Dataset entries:
[Start of Attachment]
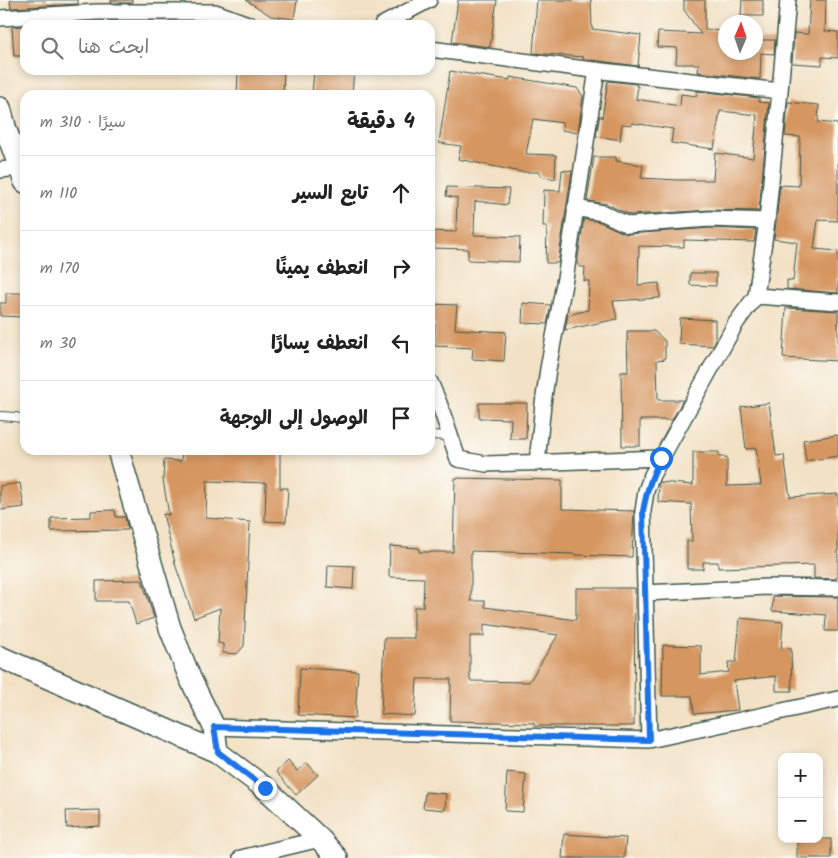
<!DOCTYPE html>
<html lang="ar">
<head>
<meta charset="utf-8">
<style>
  :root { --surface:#fff; --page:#f6f6f6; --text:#222; --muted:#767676; --line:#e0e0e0 }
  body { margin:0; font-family:Kalam,"Playpen Sans Arabic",sans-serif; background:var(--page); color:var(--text); direction:rtl }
  .controls { position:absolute; right:15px; bottom:15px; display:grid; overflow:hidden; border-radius:10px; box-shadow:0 2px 8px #0003 }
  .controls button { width:45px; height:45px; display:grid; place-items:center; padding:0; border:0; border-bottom:1px solid var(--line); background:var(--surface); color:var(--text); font:25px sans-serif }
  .compass { position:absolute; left:718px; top:15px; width:45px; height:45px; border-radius:50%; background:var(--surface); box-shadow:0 2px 8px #0003; rotate:2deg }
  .stop { position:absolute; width:15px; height:15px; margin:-11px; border:4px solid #1a73e8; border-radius:50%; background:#fff }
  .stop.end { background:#1a73e8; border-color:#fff; box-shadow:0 1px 5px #0008 }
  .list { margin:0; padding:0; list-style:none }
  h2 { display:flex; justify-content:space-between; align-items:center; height:65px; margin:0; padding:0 20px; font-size:21px }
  h2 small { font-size:16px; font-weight:400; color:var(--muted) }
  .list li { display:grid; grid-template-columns:32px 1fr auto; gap:15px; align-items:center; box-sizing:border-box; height:75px; padding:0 20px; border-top:1px solid var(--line) }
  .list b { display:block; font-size:19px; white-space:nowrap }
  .list em { font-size:16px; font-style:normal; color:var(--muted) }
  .icon { flex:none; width:28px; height:28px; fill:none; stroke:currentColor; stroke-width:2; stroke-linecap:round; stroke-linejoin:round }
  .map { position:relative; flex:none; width:838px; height:858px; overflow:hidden; direction:ltr }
  .search { position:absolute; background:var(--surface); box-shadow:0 2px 8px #0003; left:20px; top:20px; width:415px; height:55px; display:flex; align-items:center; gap:12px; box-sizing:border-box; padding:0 18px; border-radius:15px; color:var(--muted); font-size:19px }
  .panel { position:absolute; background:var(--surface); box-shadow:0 2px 8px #0003; left:20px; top:90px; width:415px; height:365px; border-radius:15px; direction:rtl }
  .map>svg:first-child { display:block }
</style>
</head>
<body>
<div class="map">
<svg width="838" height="858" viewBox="0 0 838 858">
  <rect width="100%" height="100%" fill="#fdfcf7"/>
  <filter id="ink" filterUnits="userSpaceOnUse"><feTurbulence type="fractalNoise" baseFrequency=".02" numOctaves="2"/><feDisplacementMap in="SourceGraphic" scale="10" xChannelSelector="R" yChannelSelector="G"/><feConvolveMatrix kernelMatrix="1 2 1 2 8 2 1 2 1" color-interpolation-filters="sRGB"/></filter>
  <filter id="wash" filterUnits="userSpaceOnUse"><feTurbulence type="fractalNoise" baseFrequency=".0096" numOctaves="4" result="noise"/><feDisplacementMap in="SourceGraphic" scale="20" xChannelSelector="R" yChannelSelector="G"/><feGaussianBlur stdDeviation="1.12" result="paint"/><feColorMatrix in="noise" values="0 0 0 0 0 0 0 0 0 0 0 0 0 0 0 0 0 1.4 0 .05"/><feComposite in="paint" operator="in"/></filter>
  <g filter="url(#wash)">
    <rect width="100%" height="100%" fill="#f2e1c4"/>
    <g id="blocks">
      <!-- building -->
      <path fill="#d69661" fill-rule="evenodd" d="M10 0H78V4L11 8Z
        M111 0H132V3H111Z
        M246 0H297L294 19 271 16Z
        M458 0H497L490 47 452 42Z
        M537 0H591L592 29 641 35 638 66 583 59V57L533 53Z
        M684 0H705V30L726 31V52H756V40H775L774 54 761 53 760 79 698 72 699 64H676L677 48 657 47 658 32 701 34 684 10Z
        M742 0H763V16H741Z
        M810 0H826L825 31 838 32V58L822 57V65L792 63 794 33 808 34Z
        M111 21H132V25H111Z
        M78 23V25H39Z
        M25 26V56H14L12 27Z
        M268 70H284L283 95H237L238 71 268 72Z
        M314 70H354L352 95H312Z
        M450 71 510 80V77L577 88 583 96 578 133 562 130 563 123 533 119 526 154 556 155 555 179 540 176V172H521L458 159 461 146 439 143Z
        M608 81 636 84V86H638L636 99 680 106 681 94 697 96V91L759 98V102L769 103 759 211 709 210 630 215 607 204 587 201 594 157H616V161L643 165 641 178 678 180H713L715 153 753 158 757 115 720 111 714 149 671 143 673 129 632 123V125L622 124 620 138 621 140 596 136 600 115 602 118Z
        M788 102 819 105 818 122 838 124V221L818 220 814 249 838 251V293L787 289V280L793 281 797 242 774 239 780 185 799 186 800 137 785 136Z
        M562 170 572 171 558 263H546L547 226H543L544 190 560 191Z
        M447 187 509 189 507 205 475 201 474 235 520 237 519 262 468 260V249L431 248V231L456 232 457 198 446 196Z
        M584 219 600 222 624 233 628 234 710 228 756 230 754 242 684 240V247L639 246 638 285 659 283 660 298 613 301 617 319 565 330 568 315 588 310 589 281H584L585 267H579V264H577Z
        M690 273H716V286L690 285Z
        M6 293H25V317L0 316V303H6Z
        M523 303 551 305 547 324 522 323Z
        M430 304 457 305 455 329 506 332 504 361 472 359 473 348 434 346 435 324 430 323Z
        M786 308 838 311V361L783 358Z
        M680 318 715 320V342L713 346 679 344Z
        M627 331H654L665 341V359L657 360 658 400H683L672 420H640V446H622L621 372H628Z
        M479 403H527L526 439H510L511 419 479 418Z
        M769 403 776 456 784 455 790 497 838 494V577H836V579L814 578V565L718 568V562H703V569H687V541H692L691 504 658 502 659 482 693 485V452H719V457H727V486L761 485 756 448 746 449 741 407Z
        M838 435V456L806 461 803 440Z
        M182 450H280V488H288L286 522 265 521 266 483 207 481 206 518 250 522 244 646 237 654 223 653V644L218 643 220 608 194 618 176 567 163 514 169 515 163 480 164 460 181 461Z
        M455 478 562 480V509L634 511 632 557 575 555V554L471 551V601H485V607L576 620V588H635L634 726H534V723L450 721 451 679H417L415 716 381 714 384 638H414V607H423L424 578 389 577 390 546 419 548V552H453ZM484 624 558 635 529 682 470 681V636H484Z
        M20 483 24 507 0 510V486Z
        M115 510 116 517H125L128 530 51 531V518L91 517V511Z
        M328 565 354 566 353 589 327 587Z
        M142 580 154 618 136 624 129 601H96V581Z
        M773 596 838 597V631H825L826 615 772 611Z
        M740 618 783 622 781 649 791 648 792 691H776V676L734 681 738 710 694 714 692 696H662L663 645 701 646V675L729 672 728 662H736Z
        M300 668 358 671 355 718 298 715Z
        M288 761 297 771 307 763 318 775 296 795 276 772Z
        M507 772 526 774 523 812 505 811Z
        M425 792 446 794 445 810 423 808Z
        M100 810V826L67 828 66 811Z
        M564 834 626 838 624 858H562Z
        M797 839H831V858H797Z"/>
    </g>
  </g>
  <g filter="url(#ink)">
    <use href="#blocks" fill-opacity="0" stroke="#3f564a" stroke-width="1"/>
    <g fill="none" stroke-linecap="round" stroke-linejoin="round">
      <!-- lane casing -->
      <g stroke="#3f564a" stroke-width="10">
        <path id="lane" d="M0 416 15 417 25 419
          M430 435 450 436"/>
      </g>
      <!-- street casing -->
      <g stroke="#3f564a" stroke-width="18">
        <path id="street" d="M0 18 98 12H215L251 25
          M382 25 429 0
          M430 49 585 69 780 91
          M0 170 20 168
          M575 208 603 213 628 225 710 219 767 221
          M756 296 767 221 780 91 788 0
          M430 382 439 403 458 459 486 464 553 462 661 458
          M537 463 543 404 548 369 566 273 597 70
          M645 593 767 587 838 588
          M214 727 649 740 838 699
          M649 740 643 511 646 491 652 475 736 323 756 296 838 302
          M241 858 320 839"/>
      </g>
      <!-- secondary casing -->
      <g stroke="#3f564a" stroke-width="24">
        <path id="secondary" d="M0 108 6 130 25 182
          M118 450 170 628 190 678 214 727 217 752
          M0 657 217 752 265 788 320 839 337 858"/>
      </g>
      <!-- lane -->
      <use href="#lane" stroke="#fff" stroke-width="8"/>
      <!-- street -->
      <use href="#street" stroke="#fff" stroke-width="15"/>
      <!-- secondary -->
      <use href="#secondary" stroke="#fff" stroke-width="21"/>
    </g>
  </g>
  <g fill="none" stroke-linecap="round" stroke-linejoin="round" filter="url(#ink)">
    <!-- route -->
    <path stroke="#1a73e8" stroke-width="6" d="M265 788 218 752 214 727 649 740 643 511C647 490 651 477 661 458"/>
  </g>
</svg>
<div class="controls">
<button>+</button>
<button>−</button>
</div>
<svg class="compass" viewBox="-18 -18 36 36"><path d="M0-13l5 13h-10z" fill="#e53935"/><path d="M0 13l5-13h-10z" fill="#767676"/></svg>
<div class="stop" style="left:661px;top:458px"></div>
<div class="stop end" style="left:265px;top:788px"></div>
<div class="search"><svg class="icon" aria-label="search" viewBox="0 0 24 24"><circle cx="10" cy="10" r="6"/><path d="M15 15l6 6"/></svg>ابحث هنا</div>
<section class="panel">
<h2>4 دقيقة<small>سيرًا · 310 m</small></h2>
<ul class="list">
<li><svg class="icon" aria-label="ahead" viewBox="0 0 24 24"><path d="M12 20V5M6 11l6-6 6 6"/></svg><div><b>تابع السير</b></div><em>110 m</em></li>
<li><svg class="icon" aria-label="right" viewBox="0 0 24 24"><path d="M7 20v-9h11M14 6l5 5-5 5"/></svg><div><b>انعطف يمينًا</b></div><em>170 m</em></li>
<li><svg class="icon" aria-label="left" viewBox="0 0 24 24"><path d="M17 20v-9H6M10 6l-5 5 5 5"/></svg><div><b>انعطف يسارًا</b></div><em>30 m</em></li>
<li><svg class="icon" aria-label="arrive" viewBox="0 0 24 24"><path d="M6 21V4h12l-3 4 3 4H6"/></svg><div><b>الوصول إلى الوجهة</b></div></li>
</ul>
</section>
</div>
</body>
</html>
[End of Attachment]
Task prompt: Which lines above hold the word "list"? Copy each of them.

Written answer:
  .list { margin:0; padding:0; list-style:none }
  .list li { display:grid; grid-template-columns:32px 1fr auto; gap:15px; align-items:center; box-sizing:border-box; height:75px; padding:0 20px; border-top:1px solid var(--line) }
  .list b { display:block; font-size:19px; white-space:nowrap }
  .list em { font-size:16px; font-style:normal; color:var(--muted) }
<ul class="list">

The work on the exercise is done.